(Brief) Find every line in the material below with the string "stream" and state how many there are, with no other text.

(Recorded data)
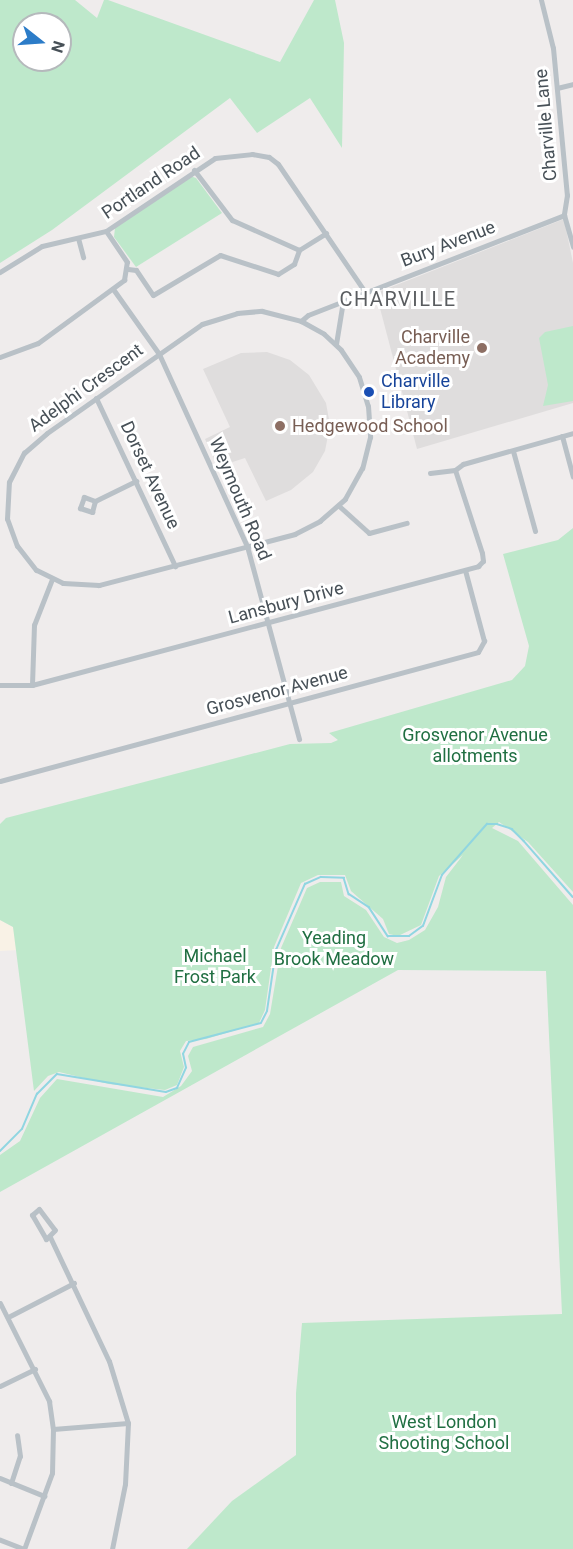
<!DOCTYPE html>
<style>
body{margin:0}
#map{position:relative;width:573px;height:1549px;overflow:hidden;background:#efecec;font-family:Roboto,sans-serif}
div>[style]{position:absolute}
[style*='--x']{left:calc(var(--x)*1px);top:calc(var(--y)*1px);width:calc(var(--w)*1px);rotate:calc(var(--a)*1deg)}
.commercial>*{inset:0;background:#f9f2e6}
.education>*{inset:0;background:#dfdddd}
.green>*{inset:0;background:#bee8cb}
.stream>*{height:1.5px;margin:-0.75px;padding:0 0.75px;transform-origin:0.75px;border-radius:0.75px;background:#90d6e1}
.minor>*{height:5px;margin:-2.5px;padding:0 2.5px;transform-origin:2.5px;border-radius:2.5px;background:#b9c1c7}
.dots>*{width:16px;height:16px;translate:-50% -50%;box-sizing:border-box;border:3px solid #fff;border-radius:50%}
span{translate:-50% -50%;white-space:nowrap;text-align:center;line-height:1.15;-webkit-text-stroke:6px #fff;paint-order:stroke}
.street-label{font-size:18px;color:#475057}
.education-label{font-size:18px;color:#785e54}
.right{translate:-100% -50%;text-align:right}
.left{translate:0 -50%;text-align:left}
.transit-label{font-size:18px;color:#164399}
.park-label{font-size:18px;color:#206f42}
.neighbourhood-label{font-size:20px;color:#5a5d60;letter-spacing:1.5px}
.north{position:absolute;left:12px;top:12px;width:60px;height:60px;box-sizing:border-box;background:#fff;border:2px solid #b5b9bc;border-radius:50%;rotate:107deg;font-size:16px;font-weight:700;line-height:24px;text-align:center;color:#475057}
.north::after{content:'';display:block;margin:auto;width:21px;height:27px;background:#2c7cc8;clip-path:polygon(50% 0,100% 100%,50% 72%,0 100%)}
</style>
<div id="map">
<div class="commercial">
<i style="clip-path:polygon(0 920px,13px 927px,18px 950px,0 951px)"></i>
</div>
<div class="education">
<i style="clip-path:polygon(564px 219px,573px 263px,573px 403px,417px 449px,376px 293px)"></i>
<i style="clip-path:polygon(267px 352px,290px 360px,309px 375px,326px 403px,330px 425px,325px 451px,313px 472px,291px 490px,266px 501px,245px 458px,217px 467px,205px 439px,230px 427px,203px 369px,241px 353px)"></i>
</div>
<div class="green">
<i style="clip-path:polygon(evenodd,0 0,75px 0,97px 18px,104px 0,108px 0,280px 62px,314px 0,335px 0,344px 43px,342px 148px,310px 98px,257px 133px,230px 98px,52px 230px,0 263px,0 0,24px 24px,60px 24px,60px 60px,24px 60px,24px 24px)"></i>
<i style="clip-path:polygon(190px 176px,196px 178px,222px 213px,136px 267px,114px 237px,115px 228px)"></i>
<i style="clip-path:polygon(573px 326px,573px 401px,543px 406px,548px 385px,539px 338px,545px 332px)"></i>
<i style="clip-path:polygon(573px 528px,573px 892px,528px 842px,499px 822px,492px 828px,518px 841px,573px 905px,573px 1549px,187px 1549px,232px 1501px,296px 1455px,296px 1393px,302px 1323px,562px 1314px,546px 971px,398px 970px,0 1192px,0 1155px,20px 1141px,40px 1098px,57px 1079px,163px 1097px,181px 1086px,192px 1071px,188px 1056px,193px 1047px,263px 1027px,270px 1014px,281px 948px,307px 888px,320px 882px,341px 882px,344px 896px,366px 910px,384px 937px,397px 943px,409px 940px,425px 930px,438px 907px,446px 877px,463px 855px,439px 876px,421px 925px,398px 936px,389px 934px,383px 919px,351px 891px,345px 875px,318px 875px,301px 883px,274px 947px,265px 1010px,259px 1023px,206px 1039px,186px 1041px,180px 1051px,184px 1067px,177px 1085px,165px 1090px,109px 1084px,59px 1072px,48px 1076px,34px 1091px,13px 927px,0 920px,0 824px,6px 818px,290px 744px,331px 743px,338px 740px,329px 733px,512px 680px,525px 666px,529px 646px,503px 554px,558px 540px)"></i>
</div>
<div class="stream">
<i style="--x:0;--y:1151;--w:31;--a:-45"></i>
<i style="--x:22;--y:1129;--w:38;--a:-67"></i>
<i style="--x:37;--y:1094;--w:28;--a:-45"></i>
<i style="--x:57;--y:1074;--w:110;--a:9.4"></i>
<i style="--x:166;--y:1092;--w:12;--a:-20"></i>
<i style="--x:177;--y:1088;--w:22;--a:-66"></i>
<i style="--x:186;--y:1068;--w:14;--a:-102"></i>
<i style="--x:183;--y:1054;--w:13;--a:-63"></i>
<i style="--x:189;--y:1042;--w:74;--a:-14.8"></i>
<i style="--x:261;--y:1023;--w:13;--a:-63"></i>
<i style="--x:267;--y:1011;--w:62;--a:-81.6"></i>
<i style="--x:276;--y:950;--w:72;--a:-66.3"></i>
<i style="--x:305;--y:884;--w:17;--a:-24"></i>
<i style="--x:321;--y:877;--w:23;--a:2"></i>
<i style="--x:344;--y:878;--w:17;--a:73"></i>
<i style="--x:349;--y:894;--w:24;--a:33"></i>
<i style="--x:369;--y:907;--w:35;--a:57"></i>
<i style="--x:388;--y:936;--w:21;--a:0"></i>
<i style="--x:409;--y:936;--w:17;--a:-36"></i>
<i style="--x:423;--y:926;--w:54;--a:-69.6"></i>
<i style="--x:442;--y:875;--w:68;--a:-48.6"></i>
<i style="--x:487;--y:824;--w:10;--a:0"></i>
<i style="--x:497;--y:824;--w:16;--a:18"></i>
<i style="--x:512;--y:829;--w:17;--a:45"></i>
<i style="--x:524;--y:841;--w:74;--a:48.8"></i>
</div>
<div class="minor">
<i style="--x:541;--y:0;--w:49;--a:76"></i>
<i style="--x:553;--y:48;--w:148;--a:84.6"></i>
<i style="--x:567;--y:195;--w:20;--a:99"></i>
<i style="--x:564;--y:215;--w:33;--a:74"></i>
<i style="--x:557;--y:88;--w:16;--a:-14"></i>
<i style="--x:194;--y:170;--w:63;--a:52.8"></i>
<i style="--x:232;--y:220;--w:73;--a:24.1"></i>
<i style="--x:78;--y:238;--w:20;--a:75"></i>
<i style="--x:128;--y:269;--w:8;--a:7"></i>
<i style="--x:136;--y:270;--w:30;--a:56"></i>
<i style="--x:153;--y:295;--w:78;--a:-30.8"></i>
<i style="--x:220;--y:255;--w:61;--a:18.1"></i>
<i style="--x:278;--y:274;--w:19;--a:-32"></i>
<i style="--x:294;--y:264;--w:15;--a:-70"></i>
<i style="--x:299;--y:250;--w:32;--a:-32"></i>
<i style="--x:0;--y:272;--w:49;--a:-31.8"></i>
<i style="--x:42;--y:246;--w:66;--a:-13.2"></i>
<i style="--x:106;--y:231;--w:131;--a:-33.8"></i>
<i style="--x:215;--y:158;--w:37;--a:-6"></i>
<i style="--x:252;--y:154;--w:17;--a:10"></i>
<i style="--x:269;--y:157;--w:11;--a:38"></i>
<i style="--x:278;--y:164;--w:155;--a:55.8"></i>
<i style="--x:113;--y:289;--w:80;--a:54.7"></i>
<i style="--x:159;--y:354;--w:211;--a:65.4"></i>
<i style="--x:247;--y:546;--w:200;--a:74.9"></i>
<i style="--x:262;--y:311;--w:40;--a:14.4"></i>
<i style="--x:301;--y:321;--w:26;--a:29"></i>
<i style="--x:324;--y:334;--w:23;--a:43"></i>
<i style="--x:341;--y:350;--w:32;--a:56"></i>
<i style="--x:359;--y:377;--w:30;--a:73"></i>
<i style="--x:368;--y:406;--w:31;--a:86"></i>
<i style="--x:370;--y:437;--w:32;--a:104"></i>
<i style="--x:362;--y:468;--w:35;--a:119"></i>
<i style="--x:345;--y:499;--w:33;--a:139"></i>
<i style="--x:320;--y:521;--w:28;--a:153"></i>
<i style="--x:295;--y:534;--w:203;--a:165.4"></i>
<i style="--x:99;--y:585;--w:36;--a:-177"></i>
<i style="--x:63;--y:583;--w:30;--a:-154"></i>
<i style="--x:36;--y:570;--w:31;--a:-128"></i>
<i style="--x:17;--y:546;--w:29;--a:-110"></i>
<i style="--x:7;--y:519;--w:37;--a:-87"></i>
<i style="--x:9;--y:482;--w:33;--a:-63"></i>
<i style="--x:24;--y:453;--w:30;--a:-41"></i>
<i style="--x:47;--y:433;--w:189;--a:-35.1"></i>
<i style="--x:202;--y:324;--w:37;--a:-17"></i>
<i style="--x:237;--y:313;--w:25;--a:-5"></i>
<i style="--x:301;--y:321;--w:9;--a:-41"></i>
<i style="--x:308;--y:315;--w:275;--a:-21.3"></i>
<i style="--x:336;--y:344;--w:44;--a:-80.8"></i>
<i style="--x:0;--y:357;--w:40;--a:-20.2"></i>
<i style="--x:38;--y:343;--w:107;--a:-36.2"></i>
<i style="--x:124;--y:280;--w:18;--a:-81"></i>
<i style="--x:127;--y:262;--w:37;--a:-124"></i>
<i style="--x:96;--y:398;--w:186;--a:64.8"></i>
<i style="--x:562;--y:436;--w:42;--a:75"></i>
<i style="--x:513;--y:451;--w:83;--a:74.6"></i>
<i style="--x:430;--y:473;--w:25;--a:-7"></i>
<i style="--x:455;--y:470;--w:10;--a:-37"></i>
<i style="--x:463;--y:464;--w:114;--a:-15.7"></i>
<i style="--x:95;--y:501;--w:12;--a:-160"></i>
<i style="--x:84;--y:497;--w:12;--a:110"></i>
<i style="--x:80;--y:508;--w:13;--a:18"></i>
<i style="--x:92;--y:512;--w:11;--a:-75"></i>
<i style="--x:95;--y:501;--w:46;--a:-26"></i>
<i style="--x:339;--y:506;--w:40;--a:42"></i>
<i style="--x:369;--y:533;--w:39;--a:-15"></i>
<i style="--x:0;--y:685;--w:32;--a:0"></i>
<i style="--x:32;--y:685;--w:462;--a:-14.9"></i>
<i style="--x:478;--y:566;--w:7;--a:-45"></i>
<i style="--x:483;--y:561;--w:8;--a:-97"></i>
<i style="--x:482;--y:553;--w:87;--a:-108"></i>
<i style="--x:32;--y:685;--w:60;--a:-88.1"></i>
<i style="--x:34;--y:625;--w:49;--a:-68.6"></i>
<i style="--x:0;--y:781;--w:495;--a:-15.1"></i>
<i style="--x:478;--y:652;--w:13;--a:-61"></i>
<i style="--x:484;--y:641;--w:73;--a:-105"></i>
<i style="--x:39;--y:1209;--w:26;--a:53"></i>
<i style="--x:55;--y:1230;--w:13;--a:135"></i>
<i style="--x:46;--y:1239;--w:28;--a:-120"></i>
<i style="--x:32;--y:1215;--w:9;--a:-41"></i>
<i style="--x:50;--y:1237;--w:137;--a:64.6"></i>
<i style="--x:109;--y:1361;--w:65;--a:73"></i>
<i style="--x:128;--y:1423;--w:61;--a:92.8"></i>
<i style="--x:125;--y:1484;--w:66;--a:101.3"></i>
<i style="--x:0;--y:1303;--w:110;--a:63.4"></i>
<i style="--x:49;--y:1401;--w:28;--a:82"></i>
<i style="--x:53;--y:1429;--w:44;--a:91.3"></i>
<i style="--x:52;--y:1473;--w:81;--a:110.2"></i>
<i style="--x:24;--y:1549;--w:26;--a:-159"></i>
<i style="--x:10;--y:1316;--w:72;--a:-27.3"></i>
<i style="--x:0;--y:1386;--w:39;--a:-26"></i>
<i style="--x:53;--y:1429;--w:75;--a:-4.6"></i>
<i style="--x:0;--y:1478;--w:48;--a:22.2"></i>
<i style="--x:11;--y:1483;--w:28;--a:-72"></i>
<i style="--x:20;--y:1456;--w:21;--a:-98"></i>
</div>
<div class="dots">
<i style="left:482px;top:348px;background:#8d6e63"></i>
<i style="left:369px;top:392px;background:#1a4fb4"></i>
<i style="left:280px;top:426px;background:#8d6e63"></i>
</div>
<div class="street-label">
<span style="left:546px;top:125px;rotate:-95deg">Charville Lane</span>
<span style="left:151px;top:183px;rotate:-34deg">Portland Road</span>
<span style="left:448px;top:244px;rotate:-21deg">Bury Avenue</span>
<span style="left:86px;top:388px;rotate:-36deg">Adelphi Crescent</span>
<span style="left:150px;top:475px;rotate:65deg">Dorset Avenue</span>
<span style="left:240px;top:499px;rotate:67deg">Weymouth Road</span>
<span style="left:286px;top:603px;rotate:-15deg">Lansbury Drive</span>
<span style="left:277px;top:691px;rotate:-15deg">Grosvenor Avenue</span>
</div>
<div class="education-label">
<span class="right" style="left:470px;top:348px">Charville<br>Academy</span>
<span class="left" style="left:292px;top:426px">Hedgewood School</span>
</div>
<div class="transit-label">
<span class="left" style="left:381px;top:392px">Charville<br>Library</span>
</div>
<div class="park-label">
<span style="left:475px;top:746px">Grosvenor Avenue<br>allotments</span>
<span style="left:334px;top:949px">Yeading<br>Brook Meadow</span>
<span style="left:215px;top:967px">Michael<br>Frost Park</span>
<span style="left:444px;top:1433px">West London<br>Shooting School</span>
</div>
<div class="neighbourhood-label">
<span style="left:398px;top:299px">CHARVILLE</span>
</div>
<div class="north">N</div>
</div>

(Result for this exercise) 2